A while back I covered building a web application with Vapor 3. Since then a lot has changed in Swift and Vapor. Vapor now fully supports async await and has full sendable conformance. In this series we’ll explore building a Vapor application that is a backend for an app that manages songs and set lists for cover bands. This will offer us a chance to build with the new async/await style as well as explore how to use Fluent and Postgresql to persist and query our data.
Length: about 3 hours
Docker is a common choice for running services locally for development as well as server deployment. Vapor comes by default with a working Docker setup, so in this video we will explore how this all works. We'll also explore how to configure the database with Environment variables.
In order to evolve a persistent store over time you have to migrate the data. Fluent, the Vapor Framework that offers ORM support for popular databases, has a solution for this. In this episode we will understand how to write migrations, how to revert them and how to evolve your schema over time without losing data.
Now that we have our database setup, we can create our models.

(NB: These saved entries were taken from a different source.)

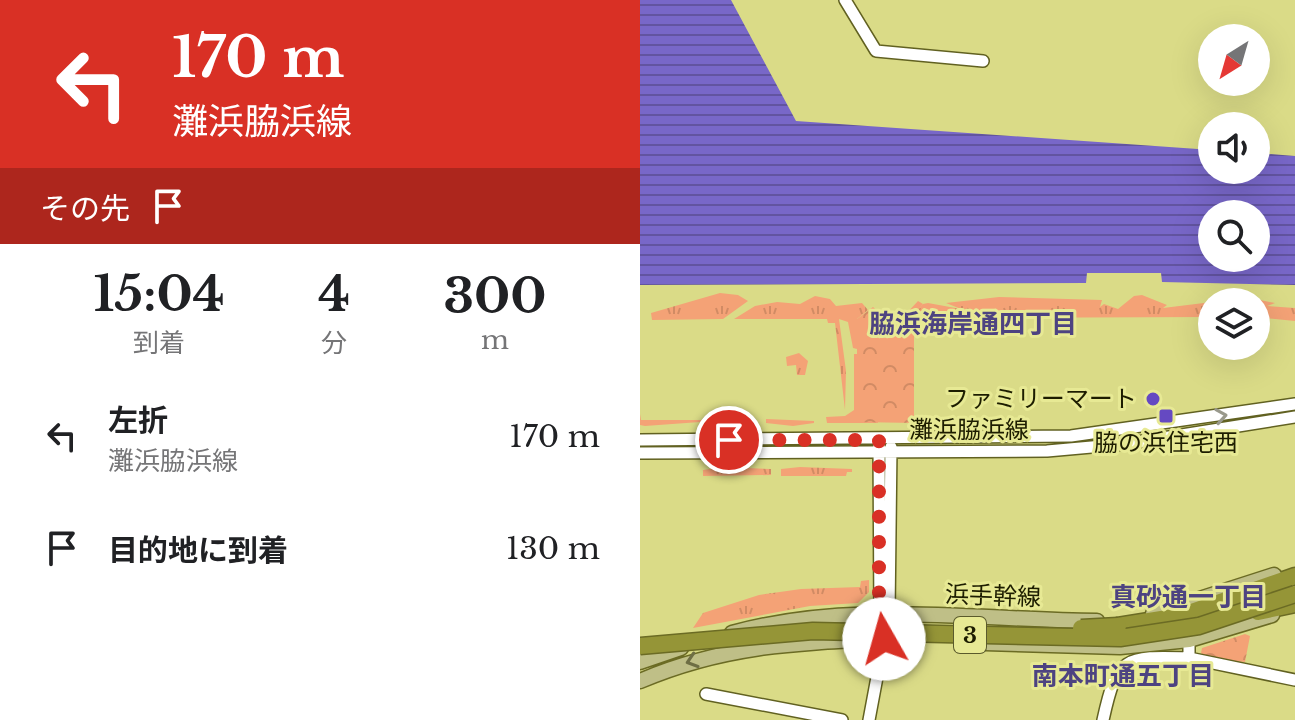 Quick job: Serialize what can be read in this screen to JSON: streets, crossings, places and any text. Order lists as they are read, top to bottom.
{
  "streets": {
    "highway": ["3"],
    "main road": ["浜手幹線"],
    "street": ["灘浜脇浜線"]
  },
  "districts": ["脇浜海岸通四丁目", "真砂通一丁目", "南本町通五丁目"],
  "places": {
    "other": ["ファミリーマート"],
    "transit": ["脇の浜住宅西"]
  },
  "north": "bottom left",
  "page": {
    "turn": ["170 m", "灘浜脇浜線"],
    "then": "その先",
    "eta": [
      "15:04",
      "到着",
      "4",
      "分",
      "300",
      "m"
    ],
    "list": [
      {
        "name": "左折",
        "note": "灘浜脇浜線",
        "value": "170 m"
      },
      {
        "name": "目的地に到着",
        "value": "130 m"
      }
    ]
  }
} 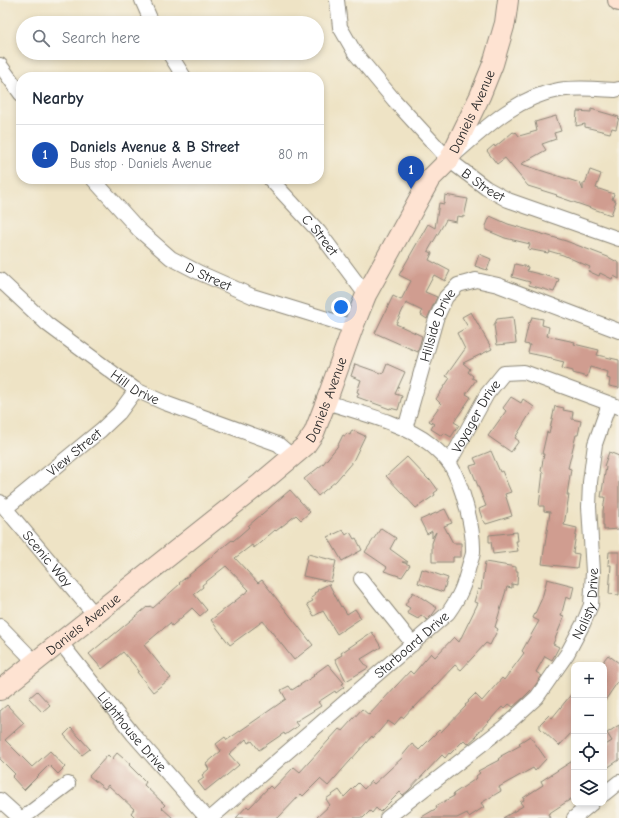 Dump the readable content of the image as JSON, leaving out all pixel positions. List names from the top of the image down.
{
  "streets": {
    "street": [
      "Daniels Avenue",
      "B Street",
      "C Street",
      "D Street",
      "Hillside Drive",
      "Hill Drive",
      "Voyager Drive",
      "View Street",
      "Scenic Way",
      "Nalisty Drive",
      "Starboard Drive",
      "Lighthouse Drive"
    ]
  },
  "crossings": [
    ["Daniels Avenue", "B Street"],
    ["Daniels Avenue", "C Street"],
    ["Daniels Avenue", "D Street"],
    ["Daniels Avenue", "Hill Drive"],
    ["Daniels Avenue", "Scenic Way"],
    ["Daniels Avenue", "Lighthouse Drive"],
    ["Hillside Drive", "Starboard Drive"],
    ["Hill Drive", "View Street"],
    ["Voyager Drive", "Nalisty Drive"],
    ["Voyager Drive", "Starboard Drive"],
    ["View Street", "Scenic Way"]
  ],
  "page": {
    "search": "Search here",
    "heading": "Nearby",
    "list": [
      {
        "mark": "1",
        "name": "Daniels Avenue & B Street",
        "note": "Bus stop · Daniels Avenue",
        "value": "80 m"
      }
    ],
    "pins": "1",
    "map_buttons": ["+", "−"]
  }
}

We'll start by examining the Model and Content protocols, then implement the necessary properties decorated with Fluent's property wrappers to denote primary keys, fields, and foreign keys.
In this episode, we explore Vapor routing more deeply. We set up a route to fetch a band by its slug, handling async operations and errors. After testing, we refactor with a findBySlug method for reusability. We add a route to fetch songs for a band and discuss avoiding inefficient querying. To organize the code, we create BandsController and SongsController to group routes.
In this episode, we create a form to create songs from our API by implementing a create route. We use a payload struct to normalize and validate user input for song title and artist name. We also ensure that duplicate artists are not created by using a custom comparison method. Finally, we create the artist and song in the database and return the newly created song. We also configure the JSON output to use snake case instead of camelcase for our default encoder and decoder for our Vapor app.
This episode will introduce a new model for a User that will contain validations to ensure the email address format is correct (using a built-in regular expression) and that the password length is good and secure. We'll also ensure to hash the password with bcrypt before storing it in the database. Finally we'll make a custom Response model for our User so that we don't reveal internal fields to clients.
In this episode we will explore how to use AsyncRequestAuthenticator types, such as AsyncBasicAuthenticator and AsyncBearerAuthenticator. We’ll see how to compose these to support multiple authentication strategies and how to protect certain routes to require authenticated users.
In this episode we will explore supporting JSON Web Tokens, or JWTs. These are a common standard for use in authentication tokens which allows you to support 3rd party authentication providers, token expiration, user metadata and more. These are cryptographically signed and can be verified by the server with a secret. There is also the option to use RSA public/private key pairs to allow clients to verify tokens without going back to the server that signed them. For these reasons JWTs are a really powerful option. Here we will use the Vapor JWT package to provide support for generating and authenticating with HS256 tokens.